Pani. Czajkowicz najlepszy nauczyciel w historii swinoujsciego szkolnictwa, Takich ludzi szkoly potrzebuja.Pozdrawiam Dominik
Czy Duda konsultował to z Kaczyńskim przecież niektórzy z SZACOWNYCH JUBILATÓW (nie tylko tych tutaj) mogli być w PZPR umacniali władzę a to przecież ludzie tego gorszego sortu.A tak na koniec wielki podziw i szacunek dla wszystkich par małżeńskich z tak długoletnim stażem i pożyciem małżeńskim.
A kiedy medale za wielodzietność ?
Przekazuję zasłużone gratulacje dla wszystkich niezwykłych par.
A ja w b.r. obchodziłam 40 - tą rocznicę ślubu.Sama, bo mój marynarz jest już na wiecznej wachcie.Sama kupuję sobie zawsze z tej okazji prezent. Pozdrawiam wszystkie żony marynarzy, których mężowie, jak mój, wypłynęli w najdłuższy rejs świata. I róbcie sobie prezenty!

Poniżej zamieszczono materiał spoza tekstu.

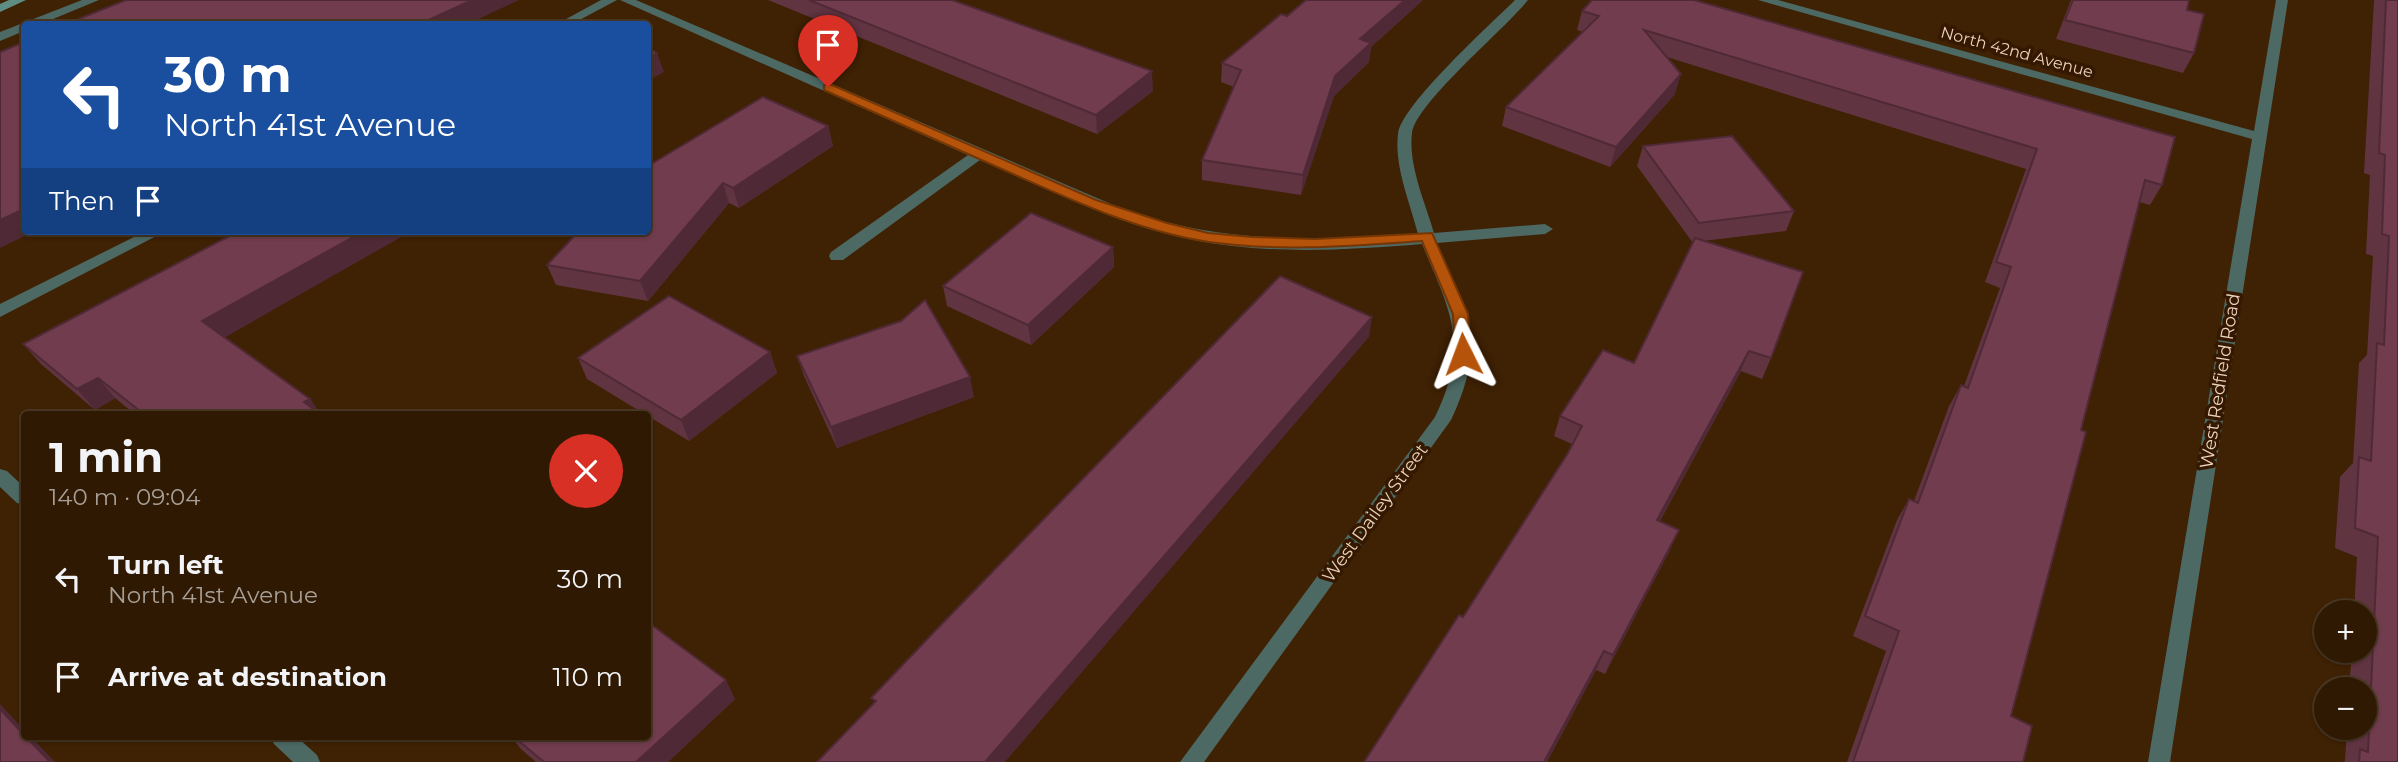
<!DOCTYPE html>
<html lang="en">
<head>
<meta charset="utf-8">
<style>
  body { margin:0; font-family:Montserrat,sans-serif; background:#3b2611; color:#f1f3f6; height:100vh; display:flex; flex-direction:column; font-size:26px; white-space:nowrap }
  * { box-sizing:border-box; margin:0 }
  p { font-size:23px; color:#a7a099 }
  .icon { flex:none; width:38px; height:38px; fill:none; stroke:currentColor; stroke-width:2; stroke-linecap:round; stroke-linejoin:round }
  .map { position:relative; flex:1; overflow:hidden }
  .drawer { position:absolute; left:21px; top:411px; width:630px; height:329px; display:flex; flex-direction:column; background:#2f1902; border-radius:7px; box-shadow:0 2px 5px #0004,0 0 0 2px #4a3824 }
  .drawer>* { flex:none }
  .top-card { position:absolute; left:21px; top:21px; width:630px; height:214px; border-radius:7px; box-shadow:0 2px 5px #0004,0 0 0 2px #4a3824; background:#1a4fa0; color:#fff; overflow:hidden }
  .buttons { position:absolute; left:2314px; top:600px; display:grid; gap:14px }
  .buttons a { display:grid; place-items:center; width:63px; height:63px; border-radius:50%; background:#2f1902; box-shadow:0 2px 5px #0004,0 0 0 2px #4a3824; font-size:35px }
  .pin { position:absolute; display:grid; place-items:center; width:60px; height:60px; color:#fff; margin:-72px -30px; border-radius:50% 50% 50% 0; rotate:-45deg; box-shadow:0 0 7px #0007 }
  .pin .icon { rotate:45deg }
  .me { position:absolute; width:77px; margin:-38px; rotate:357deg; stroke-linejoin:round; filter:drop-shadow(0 0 5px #0008) }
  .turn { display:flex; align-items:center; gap:24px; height:147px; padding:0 28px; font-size:32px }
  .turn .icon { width:91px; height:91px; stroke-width:2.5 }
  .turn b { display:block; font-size:49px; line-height:60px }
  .then { display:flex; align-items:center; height:66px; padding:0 28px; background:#0003; gap:14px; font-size:26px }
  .round { display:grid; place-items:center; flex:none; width:74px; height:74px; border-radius:37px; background:#3b2611 }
  .summary { display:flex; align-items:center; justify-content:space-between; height:119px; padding:0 28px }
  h1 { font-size:42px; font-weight:700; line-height:52px }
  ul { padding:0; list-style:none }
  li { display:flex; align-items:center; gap:21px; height:98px; padding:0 28px }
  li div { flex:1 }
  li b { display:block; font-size:26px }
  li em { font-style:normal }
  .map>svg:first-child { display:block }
</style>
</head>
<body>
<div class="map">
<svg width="2398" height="762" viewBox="0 0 2398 762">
  <rect width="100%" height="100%" fill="#3f2103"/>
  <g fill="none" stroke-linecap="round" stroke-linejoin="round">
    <g fill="#4d6964" fill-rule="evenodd">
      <polygon points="82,0 99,0 41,24 24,24 24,31 0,41 0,32"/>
      <polygon points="601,0 617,0 572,24 557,24"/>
      <path d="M620 0H636L1125 210C1223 244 1316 241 1418 234 1410 203 1394 166 1398 134 1401 105 1491 24 1515 0H1528C1505 29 1416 103 1412 133 1408 165 1425 202 1434 233L1545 224 1553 229 1545 234 1437 243C1468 314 1487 344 1451 420L1204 762H1180L1435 417C1470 344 1451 313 1422 244 1347 250 1268 255 1194 240 1119 225 1049 190 980 160L843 260H831L829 256 831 252 968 155Z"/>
      <polygon points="1758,0 1778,0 2254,131 2276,0 2288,0 2170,762 2148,762 2252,139"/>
      <polygon points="146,231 166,231 0,317 0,304"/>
      <polygon points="0,469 7,471 24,487 24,505 17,503 0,487"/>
      <polygon points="271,737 297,737 317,755 320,762 293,762 274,744"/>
    </g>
    <polygon fill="#5e8d84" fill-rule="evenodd" points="9,0 26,0 0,12 0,4"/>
  </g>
  <g fill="#613442">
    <polygon points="768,0 952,0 1153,91 1097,134"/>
    <polygon points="1306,0 1423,0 1371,47 1369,62 1334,96 1301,195 1202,180 1202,160 1234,87 1221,82 1222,63 1287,16"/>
    <polygon points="2071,0 2189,0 2187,10 2194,53 2183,73 2056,39"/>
    <polygon points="2374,0 2398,0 2398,762 2343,762 2345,761 2347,728 2364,728 2364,690 2349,690 2352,651 2364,651 2364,612 2354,612 2357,557 2335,548 2340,477 2353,463 2359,363 2367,355 2373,256 2366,254 2370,175 2364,173"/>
    <polygon points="1582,11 2162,185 2150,205 2139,202 2081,430 2011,716 2023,762 1847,762 1886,651 1853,636 1897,520 1909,499 1914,501 1949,406 1961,385 1964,386 2000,288 1985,282 2026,169 1667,57 1675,94 1610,167 1502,126 1506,107 1583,32 1577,30"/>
    <polygon points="828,126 833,146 739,208 729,203 648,301 556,285 547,265 648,166"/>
    <polygon points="1643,146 1794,211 1786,231 1703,241 1771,358 1762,379 1741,371 1660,521 1670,550 1605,674 1596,670 1547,762 1364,762 1463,617 1568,453 1572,444 1554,436 1560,416 1634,363 1693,243 1637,166"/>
    <polygon points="406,234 224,337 310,399 321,415 136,415 115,398 95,410 41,364 23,344"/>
    <polygon points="1113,247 1114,267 1031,345 947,306 943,286"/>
    <polygon points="770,352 777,373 689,441 587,379 578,358"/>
    <polygon points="797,356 974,397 837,448 804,376"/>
    <polygon points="735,699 668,762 536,762 521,749 511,737 648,737"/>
  </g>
  <g fill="#4f2a36">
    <polygon points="472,0 519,0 468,24 420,24"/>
    <polygon points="1405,0 1423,0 1371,47 1369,62 1334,96 1301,195 1303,175 1335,76 1360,39"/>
    <polygon points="657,53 664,72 648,81 648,58"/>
    <polygon points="1152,71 1153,91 1097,134 1096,115"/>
    <polygon points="1681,74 1675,94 1610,167 1616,147"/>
    <polygon points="828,126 833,146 739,208 733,188"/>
    <polygon points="723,183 729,203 648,301 640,281"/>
    <polygon points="24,209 24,231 35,231 0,248 0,220"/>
    <polygon points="364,231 405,231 406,234 217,342 202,321"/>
    <polygon points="1113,247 1114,267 1031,345 1028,325"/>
    <polygon points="1372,317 1369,337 1005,762 985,762"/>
    <polygon points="1749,351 1741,371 1649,540 1657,520"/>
    <polygon points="770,352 777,373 689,441 681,420"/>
    <polygon points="970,377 974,397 837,448 831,427"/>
    <polygon points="98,378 115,398 95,410 77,389"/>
    <polygon points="310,399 321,415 304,402"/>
    <polygon points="1679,530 1670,550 1605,674 1613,655"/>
    <polygon points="1604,651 1596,670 1547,762 1544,762"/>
    <polygon points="726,680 735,699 668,762 636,762"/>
    <polygon points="0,704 24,730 24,735 0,709"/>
    <polygon points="26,737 31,737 55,762 50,762"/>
  </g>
  <g fill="#713c4d" stroke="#4f2a36" stroke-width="2">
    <polygon points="126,0 472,0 420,24 66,24"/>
    <polygon points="809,0 952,0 1152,71 1096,115"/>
    <polygon points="1306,0 1405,0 1360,39 1371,43 1335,76 1303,175 1202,160 1241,70 1222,63 1281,14 1287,16"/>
    <polygon points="1592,0 1694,0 2175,137 2162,185 2145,180 2081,430 2086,432 2011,716 2032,726 2023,762 1853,762 1899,631 1865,616 1909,499 1918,503 1961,385 1968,388 2011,267 1996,262 2037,149 1644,30 1681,74 1616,147 1506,107 1599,16 1582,11"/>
    <polygon points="2073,0 2189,0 2187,10 2204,14 2194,53 2065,20"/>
    <polygon points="2386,0 2398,0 2398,762 2359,762 2360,749 2368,752 2378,537 2355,528 2359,457 2371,461 2377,343 2384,345 2389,236 2382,234 2385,155 2379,153"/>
    <polygon points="24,42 24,209 0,220 0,52"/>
    <polygon points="648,48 657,53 648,58"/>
    <polygon points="763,97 828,126 733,188 723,183 640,281 547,265 579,231 648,231 648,166"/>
    <polygon points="1732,136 1794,211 1699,223 1643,146"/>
    <polygon points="1031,213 1113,247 1028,325 943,286"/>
    <polygon points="239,231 364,231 202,321 310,399 304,402 321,415 145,415 98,378 77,389 23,344"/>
    <polygon points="1695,238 1803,272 1771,358 1749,351 1657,520 1679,530 1613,655 1604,651 1544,762 1364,762 1459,615 1463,617 1568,453 1582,426 1560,416 1603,350 1634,363"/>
    <polygon points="1280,276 1372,317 985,762 817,762 876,701 871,698 937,629"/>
    <polygon points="669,296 770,352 681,420 578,358"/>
    <polygon points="925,300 970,377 831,427 797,356 901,321"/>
    <polygon points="653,626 726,680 636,762 544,762 514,737 648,737 648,631"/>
    <polygon points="0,709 24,735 24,737 26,737 50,762 0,762"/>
  </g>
  <path fill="#b45309" stroke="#753606" stroke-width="2" d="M824 85H832L1096 200 1167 223 1208 233 1253 237 1315 239 1432 233 1468 314 1471 354 1463 360 1455 354 1453 314 1422 241C1351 246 1280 252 1209 242 1141 232 1076 202 1013 174 950 146 887 118 824 90Z"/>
  <g text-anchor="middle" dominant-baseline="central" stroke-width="7" stroke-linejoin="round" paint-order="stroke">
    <g font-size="16" fill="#ead2be" stroke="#351800">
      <text transform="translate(2017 52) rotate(15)">North 42nd Avenue</text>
    </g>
    <g font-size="18" fill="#ead2be" stroke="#351800">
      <text transform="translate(2220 381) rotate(-81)">West Redfield Road</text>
      <text transform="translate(1375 513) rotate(-54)">West Dailey Street</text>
    </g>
  </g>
</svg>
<div class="buttons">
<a>+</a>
<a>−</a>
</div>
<div class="pin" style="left:828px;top:87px;background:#d93025"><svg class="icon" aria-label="arrive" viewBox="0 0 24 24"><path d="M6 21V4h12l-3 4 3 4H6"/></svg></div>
<svg class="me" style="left:1463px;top:354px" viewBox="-20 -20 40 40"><path d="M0-17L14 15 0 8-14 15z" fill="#b45309" stroke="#fff" stroke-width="4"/></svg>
<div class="top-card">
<div class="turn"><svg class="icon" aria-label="left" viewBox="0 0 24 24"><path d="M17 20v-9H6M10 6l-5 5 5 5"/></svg><div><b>30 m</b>North 41st Avenue</div></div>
<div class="then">Then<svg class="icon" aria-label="arrive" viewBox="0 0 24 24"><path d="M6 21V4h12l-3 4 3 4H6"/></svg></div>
</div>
<section class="drawer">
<div class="summary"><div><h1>1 min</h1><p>140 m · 09:04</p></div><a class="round" style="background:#d93025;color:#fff"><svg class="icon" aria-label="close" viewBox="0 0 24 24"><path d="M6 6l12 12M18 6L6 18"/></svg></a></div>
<ul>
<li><svg class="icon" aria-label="left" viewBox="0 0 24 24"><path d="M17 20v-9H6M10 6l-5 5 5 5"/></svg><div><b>Turn left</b><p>North 41st Avenue</p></div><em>30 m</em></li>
<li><svg class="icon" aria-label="arrive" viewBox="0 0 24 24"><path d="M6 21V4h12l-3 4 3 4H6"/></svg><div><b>Arrive at destination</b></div><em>110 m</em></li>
</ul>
</section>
</div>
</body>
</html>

Cenia ! Moje gratulacje! Okno to Twój znak szczególny, pamietam i to jak namawialiśmy Ciebie być wygladała jeszcze w biurze, haha! Żyjcie Kochani 100 lat! Miło Was widzieć w dobrym zdrowiu! Koleżanka. ..podstawówki i stad tez!
Pięknie dziękuję moim uczniom, Pawłowi i temu od " podmoskiewskich..." za miłe słowa. Pozdrawiam serdecznie L. Czajkowicz.
A Celarowie 60 lat razem a nie 50, drobna pomyłka.
18:28. ...Tylko dla ciebie, frustracie i lemingu - bo oni przyjęli.
Pani Czajkowicz to złoto... nie... platyna edukacji. Mimo upływu prawie 30 lat nadal bardzo miło wspominam lekcje z panią Leokadią. Pozdrawiam serdecznie! Paweł
Panie kapitanie gratulacje
gratulacje dla wszystkich par malzenskich-zycze Panstwu dobrego zdrowia i cieplutkich promyczkow sloneczka kazdego dnia.
Pozdrawiam panią Czajkowicz!! Cudowny nauczyciel!! Do dziś pamietam jak przychodzila na nasze lekcje rosyjskiego i uczyła nas śpiewać" Podmoskiewskie wieczory". Nauczyciel z sercem do młodzieży!!
Tak to jest jak się wychodzi za SB.
medal od dudy to jak potwarz dla tych porządnych ludzi
Pomyłka czy rzeczywiście 2 x Państwo Baczyńscy. Dla wszystkich GRATULACJE!!
Gratulacje! Gratulacje ! Wszystkiego dobrego !
Mamy erę wspólnego pomieszkiwania przed ślubem (dobrze, jeśli ten ślub w ogóle się pojawi, a bywa, że wcale nie jest brany pod uwagę). Żyjemy w epoce małżeństw rozumianych jako kontrakty czasowe, więc to jest osiągnięcie, a może dla wielu abstrakcja.
Cholerka, a ja z" moją" w tym roku dopiero 40 lat będziemy obchodzili..
Niech im sprzyja zdrowie i słoneczne.szczęsliwe chwile we dwoje jak najdłużej.
GRATULACJE, ŻYCZE JESZCZE CHOĆ POŁÓWKĘ Z 50-TKI.